Genome-wide microarray investigation of molecular targets and signaling networks in response to high-LET neutron in in vivo-mimic spheroid of human carcinoma

Abstract

Although conventional clinical treatment with low LET (linear energy transfer) including gamma-ray and X-ray has been widely used for radiotherapy in various cancers, however, ineffective outcomes occur due to radioresistance caused by p53 mutation. High LET has become alternative since it is able to induce apoptosis regardless of p53 status. Indeed, the molecular mechanisms toward high LET have been suggested. Nevertheless, most studies have been done in monolayer culture system which cannot promptly represent solid tumor microenvironment. Here we applied in vivo mimic 3D spheroid to conduct microarray-based genomic expression and molecular signaling pathway analyses under neutron irradiation. As a result, 3D spheroid system was achieved using thermorevesible gel system. An effective apoptosis-inducible dose of neutron was determined by Acridine Orange (AO) staining in 3D spheroid. Differentially expressed genes in both unique and common responses to neutron were identified in the 3D spheroid compared to the monolayer cells.

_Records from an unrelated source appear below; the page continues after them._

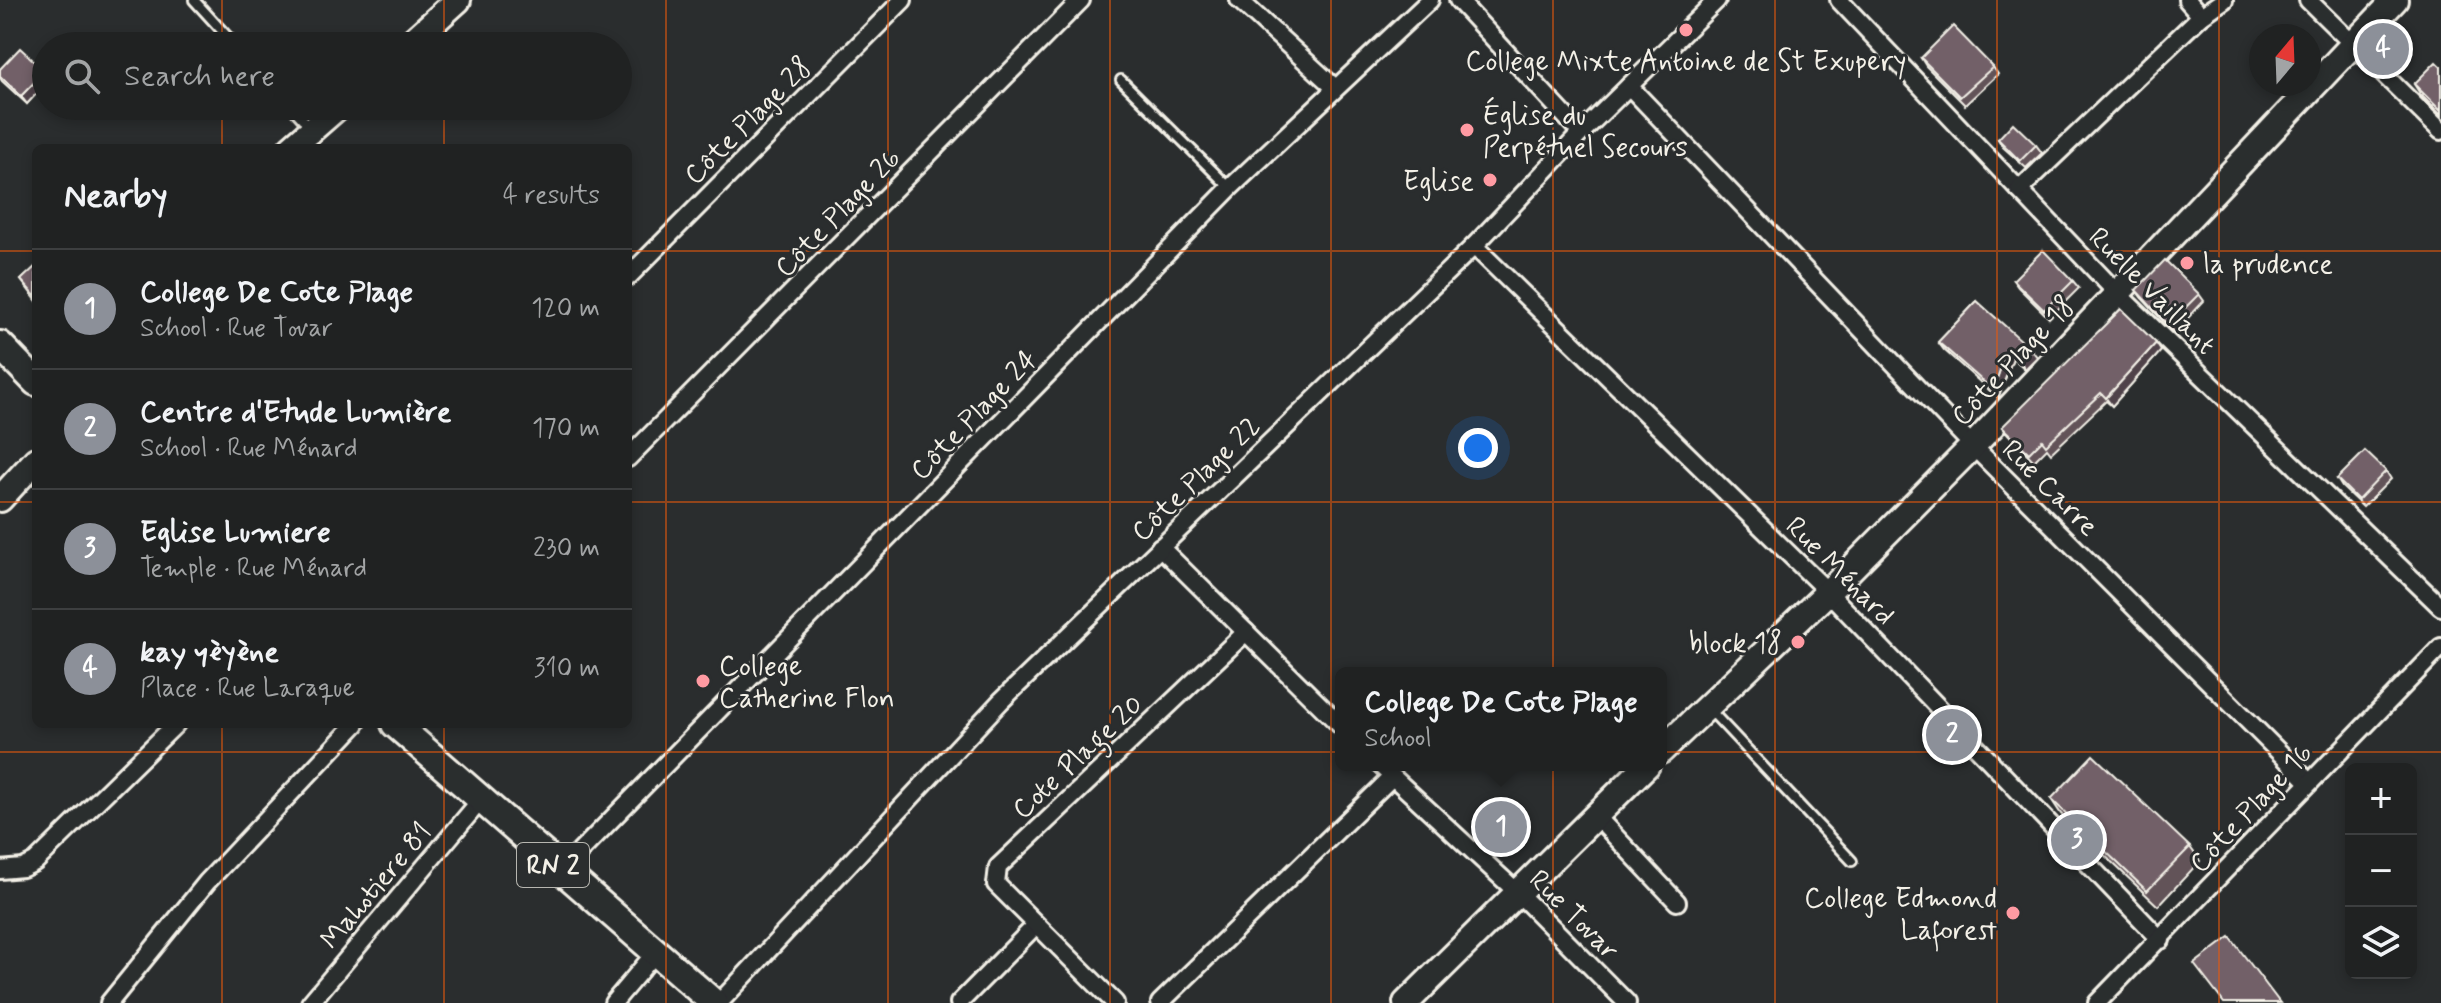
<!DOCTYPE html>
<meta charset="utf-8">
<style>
:root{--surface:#202222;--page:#282a2a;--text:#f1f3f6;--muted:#a2a4a5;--line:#3d3f40;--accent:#8c9099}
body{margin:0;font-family:Mynerve,sans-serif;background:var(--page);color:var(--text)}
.controls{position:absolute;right:24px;bottom:24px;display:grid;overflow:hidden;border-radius:12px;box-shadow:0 4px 12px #0003}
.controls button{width:72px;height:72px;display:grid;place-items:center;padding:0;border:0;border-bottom:2px solid var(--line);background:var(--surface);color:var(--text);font:40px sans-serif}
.compass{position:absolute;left:2249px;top:24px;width:72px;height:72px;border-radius:50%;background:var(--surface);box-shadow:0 4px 12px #0003;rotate:19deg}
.you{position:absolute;left:1478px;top:448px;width:28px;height:28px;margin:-20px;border:6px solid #fff;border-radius:50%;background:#1a73e8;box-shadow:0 0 0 12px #1a73e833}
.badge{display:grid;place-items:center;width:52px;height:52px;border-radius:50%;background:var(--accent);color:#fff;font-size:26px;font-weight:700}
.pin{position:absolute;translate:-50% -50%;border:4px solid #fff;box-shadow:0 2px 8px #0006}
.popup{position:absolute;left:1335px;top:667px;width:332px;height:104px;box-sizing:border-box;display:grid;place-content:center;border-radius:12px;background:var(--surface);filter:drop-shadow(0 2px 6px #0005);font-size:26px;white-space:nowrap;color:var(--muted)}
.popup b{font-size:30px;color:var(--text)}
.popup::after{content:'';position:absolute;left:50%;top:100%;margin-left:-16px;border:16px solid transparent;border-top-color:var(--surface)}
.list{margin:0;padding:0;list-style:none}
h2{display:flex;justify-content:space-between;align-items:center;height:104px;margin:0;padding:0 32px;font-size:34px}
h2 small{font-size:26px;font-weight:400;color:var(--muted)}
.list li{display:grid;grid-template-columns:52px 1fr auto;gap:24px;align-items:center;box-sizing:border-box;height:120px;padding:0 32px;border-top:2px solid var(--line)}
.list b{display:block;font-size:30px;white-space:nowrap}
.list p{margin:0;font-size:26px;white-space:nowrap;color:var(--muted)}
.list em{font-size:26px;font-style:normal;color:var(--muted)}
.icon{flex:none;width:44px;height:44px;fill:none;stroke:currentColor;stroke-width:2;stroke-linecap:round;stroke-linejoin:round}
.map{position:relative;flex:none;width:2441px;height:1003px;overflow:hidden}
.search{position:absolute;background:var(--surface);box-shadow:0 4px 12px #0003;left:32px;top:32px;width:600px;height:88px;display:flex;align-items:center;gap:20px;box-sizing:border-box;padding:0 28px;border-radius:44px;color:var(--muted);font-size:30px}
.panel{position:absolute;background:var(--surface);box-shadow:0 4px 12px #0003;left:32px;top:144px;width:600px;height:584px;border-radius:12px}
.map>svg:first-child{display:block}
</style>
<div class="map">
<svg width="2441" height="1003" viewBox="0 0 2441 1003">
<rect width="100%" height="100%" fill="#2a2d2e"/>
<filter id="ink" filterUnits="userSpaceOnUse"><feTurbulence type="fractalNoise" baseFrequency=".0125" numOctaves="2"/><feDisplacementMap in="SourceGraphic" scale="16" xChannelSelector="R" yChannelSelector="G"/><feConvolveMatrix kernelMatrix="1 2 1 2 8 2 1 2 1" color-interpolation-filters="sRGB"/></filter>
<g filter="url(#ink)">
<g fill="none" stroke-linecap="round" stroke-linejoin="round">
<defs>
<g id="lane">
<polyline points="194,0 236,46"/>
<polyline points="1121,80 1230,188"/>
<polyline points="291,106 309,126"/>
<polyline points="1710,710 1852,861"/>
</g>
<g id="street">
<polyline points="1239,0 1334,87"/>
<polyline points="1458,0 1581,133"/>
<polyline points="1839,0 2117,293 2441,607"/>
<polyline points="2187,0 2201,16"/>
<polyline points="2308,0 2441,131"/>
<polyline points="1629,86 1973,446 2309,782"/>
<polyline points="2019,190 2201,16 2224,0"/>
<polyline points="1474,246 1828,592 2161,940"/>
<polyline points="628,277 903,0"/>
<polyline points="628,458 1081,0"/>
<polyline points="1160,547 1341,726"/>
<polyline points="1380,765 1517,892 1627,1003"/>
<polyline points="1595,815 1677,902"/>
<polyline points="0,870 23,868 35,862 176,724"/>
<polyline points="560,872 1230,188 1430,0"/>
<polyline points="109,1003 207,882 356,724"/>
<polyline points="310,1003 480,801"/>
<polyline points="613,1003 656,952"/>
<polyline points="719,1003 1001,701 1474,246 1581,133 1717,0"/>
<polyline points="959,1003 1036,925"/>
<polyline points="1115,1003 996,884 998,867 1246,632"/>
<polyline points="1160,1003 1392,777"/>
<polyline points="2097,1003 2441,647"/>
</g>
<g id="secondary">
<polyline points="407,46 458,0"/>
<polyline points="291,148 339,106"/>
<polyline points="0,499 36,460"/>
<polyline points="1661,751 1828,592 1973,446 2395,0"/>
<polyline points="1406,1003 1647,765"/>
</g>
<g id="primary">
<polyline points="0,345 36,382"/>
<polyline points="395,724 714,1003"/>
</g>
</defs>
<use href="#lane" stroke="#f4f1e8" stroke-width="14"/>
<use href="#street" stroke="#f4f1e8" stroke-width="22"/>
<use href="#secondary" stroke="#f4f1e8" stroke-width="30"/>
<use href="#primary" stroke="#f4f1e8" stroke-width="32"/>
<use href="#lane" stroke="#2a2d2e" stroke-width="8"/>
<use href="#street" stroke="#2a2d2e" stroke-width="16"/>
<use href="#secondary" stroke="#2a2d2e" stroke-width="24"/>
<use href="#primary" stroke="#2a2d2e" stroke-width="26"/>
</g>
<g fill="#625359" stroke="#f4f1e8" stroke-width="2">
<polygon points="2366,39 2407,44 2412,52 2395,70 2371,47"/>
<polygon points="1921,58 1993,67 1998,74 1965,105 1926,66"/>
<polygon points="2441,67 2441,115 2421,95 2414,84"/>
<polygon points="0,69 45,71 46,73 46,83 27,104 2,81 0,78"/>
<polygon points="1998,139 2036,145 2042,153 2026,168 2003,147"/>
<polygon points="36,266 36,300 21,280"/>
<polygon points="2013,280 2073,281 2079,288 2049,318 2018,287"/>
<polygon points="2136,290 2199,294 2204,301 2174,333 2141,297"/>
<polygon points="1977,301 2037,357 2025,369 2013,358 1998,398 1944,350 1938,342"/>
<polygon points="2161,351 2112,406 2106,401 2051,453 2047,448 2034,461 2008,434 2002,427"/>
<polygon points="2386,471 2391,479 2363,507 2342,487 2337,479"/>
<polygon points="2051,799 2190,847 2200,861 2158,906 2061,814"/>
</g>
<g fill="#504349" stroke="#f4f1e8" stroke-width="2">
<polygon points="45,71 46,73 46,83 27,104 21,96"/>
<polygon points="2156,343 2161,351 2112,406 2106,398"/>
<polygon points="2031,349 2037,357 2025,369 2020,361"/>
<polygon points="2007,350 2013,358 1998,398 1993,390"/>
</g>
<g fill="#726068" stroke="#f4f1e8" stroke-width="2">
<polygon points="2384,21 2407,44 2389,62 2366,39"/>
<polygon points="1953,26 1993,67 1960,97 1921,58"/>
<polygon points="20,48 45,71 21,96 0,76 0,69"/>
<polygon points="2436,62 2441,67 2441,111 2414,84"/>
<polygon points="2013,123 2036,145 2020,161 1998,139"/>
<polygon points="2043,250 2073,281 2044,310 2013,280"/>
<polygon points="2165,260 2199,294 2168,325 2136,290"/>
<polygon points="36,266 36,297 21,280"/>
<polygon points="1977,301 2031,349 2020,361 2007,350 1993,390 1938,342"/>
<polygon points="2121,309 2156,343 2106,398 2101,393 2046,445 2042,440 2029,453 2002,427"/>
<polygon points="2365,451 2386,471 2358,500 2337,479"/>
<polygon points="2093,755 2190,847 2147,891 2051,799"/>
<polygon points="2230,937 2280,1003 2224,1003 2194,964"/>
</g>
</g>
<path fill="none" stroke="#e8590c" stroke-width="2" stroke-opacity="0.55" d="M222,0v46M444,0v46M666,0v1003M888,0v1003M1110,0v1003M1331,0v1003M1553,0v1003M1775,0v1003M1997,0v1003M2219,0v1003M222,106v42M444,106v42M0,251h36M628,251h1813M0,502h36M628,502h1813M222,724v279M444,724v279M0,752h2441"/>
<g fill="#ff9aa2" stroke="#2a2d2e" stroke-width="3">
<circle cx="1686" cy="30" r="8"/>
<circle cx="1467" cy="130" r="8"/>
<circle cx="1490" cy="180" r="8"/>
<circle cx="2187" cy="263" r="8"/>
<circle cx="1798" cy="642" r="8"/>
<circle cx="703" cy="681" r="8"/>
<circle cx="2013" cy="913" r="8"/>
</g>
<g text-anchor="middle" stroke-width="6" stroke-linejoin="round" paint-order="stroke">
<rect fill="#2a2d2e" stroke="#b7b6b0" stroke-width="2" x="517" y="843" width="72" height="44" rx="6"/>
<g font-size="26" font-weight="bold" fill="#f4f1e8">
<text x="553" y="874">RN 2</text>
</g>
<g font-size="28" fill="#f4f1e8" stroke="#2a2d2e" text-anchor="start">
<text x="1686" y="70" text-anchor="middle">College Mixte Antoine de St Exupery</text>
<text x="1483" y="124">Église du<tspan x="1483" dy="32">Perpétuel Secours</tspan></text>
<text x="1474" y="190" text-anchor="end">Eglise</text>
<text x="2203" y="273">la prudence</text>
<text x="1782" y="652" text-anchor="end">block 18</text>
<text x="719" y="675">College<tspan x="719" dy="32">Catherine Flon</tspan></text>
<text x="1997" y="907" text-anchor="end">College Edmond<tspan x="1997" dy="32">Laforest</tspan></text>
</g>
<g font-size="28" fill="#f4f1e8" stroke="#2a2d2e">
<text transform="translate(747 120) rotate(-45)" y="10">Côte Plage 28</text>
<text transform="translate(837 212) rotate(-46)" y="10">Côte Plage 26</text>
<text transform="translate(2153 290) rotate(45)" y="10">Ruelle Vaillant</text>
<text transform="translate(2012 360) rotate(-47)" y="10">Côte Plage 18</text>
<text transform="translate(973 414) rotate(-46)" y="10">Côte Plage 24</text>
<text transform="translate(1195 478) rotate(-44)" y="10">Côte Plage 22</text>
<text transform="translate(2051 487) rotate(45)" y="10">Rue Carre</text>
<text transform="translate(1841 570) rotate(45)" y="10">Rue Ménard</text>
<text transform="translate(1077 756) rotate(-43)" y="10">Cote Plage 20</text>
<text transform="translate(2250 807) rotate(-47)" y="10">Côte Plage 16</text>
<text transform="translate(375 885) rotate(-50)" y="10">Mahotiere 81</text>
<text transform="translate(1575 914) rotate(45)" y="10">Rue Tovar</text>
</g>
</g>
</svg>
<div class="controls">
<button>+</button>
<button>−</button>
<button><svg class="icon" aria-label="layers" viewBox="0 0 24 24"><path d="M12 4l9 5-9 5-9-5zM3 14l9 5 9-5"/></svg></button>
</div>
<svg class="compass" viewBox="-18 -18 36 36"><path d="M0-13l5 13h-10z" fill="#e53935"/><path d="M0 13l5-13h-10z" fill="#a2a4a5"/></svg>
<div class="you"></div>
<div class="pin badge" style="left:1501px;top:827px">1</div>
<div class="popup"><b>College De Cote Plage</b>School</div>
<div class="pin badge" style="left:1952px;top:735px">2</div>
<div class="pin badge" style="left:2077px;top:840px">3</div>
<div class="pin badge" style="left:2383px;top:49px">4</div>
<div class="search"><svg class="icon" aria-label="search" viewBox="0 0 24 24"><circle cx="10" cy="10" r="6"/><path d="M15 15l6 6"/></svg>Search here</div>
<section class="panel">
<h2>Nearby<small>4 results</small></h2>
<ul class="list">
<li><span class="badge">1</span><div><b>College De Cote Plage</b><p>School · Rue Tovar</p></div><em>120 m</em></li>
<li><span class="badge">2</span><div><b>Centre d'Etude Lumière</b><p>School · Rue Ménard</p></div><em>170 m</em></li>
<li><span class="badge">3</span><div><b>Eglise Lumiere</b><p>Temple · Rue Ménard</p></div><em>230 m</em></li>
<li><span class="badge">4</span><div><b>kay yèyène</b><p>Place · Rue Laraque</p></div><em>310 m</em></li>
</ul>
</section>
</div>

Total 95 and 169 genes were notably altered at transcription level toward neutron in monolayer and 3D spheroid system, respectively. Based on microarray data, putative apoptosis signaling was depicted using Pathway Studio software. In 3D-in vivo mimic model, the molecular networks interacted with ITGB1, MAP4K4, PAPPA, and SGK1 might be suggested as plausible molecular pathways. In conclusion, we demonstrate novel molecular signaling and corresponding targets of in vitro solid tumor following high LET exposure. This result might provide critical clues for clarification of neutron-induced apoptosis mechanism.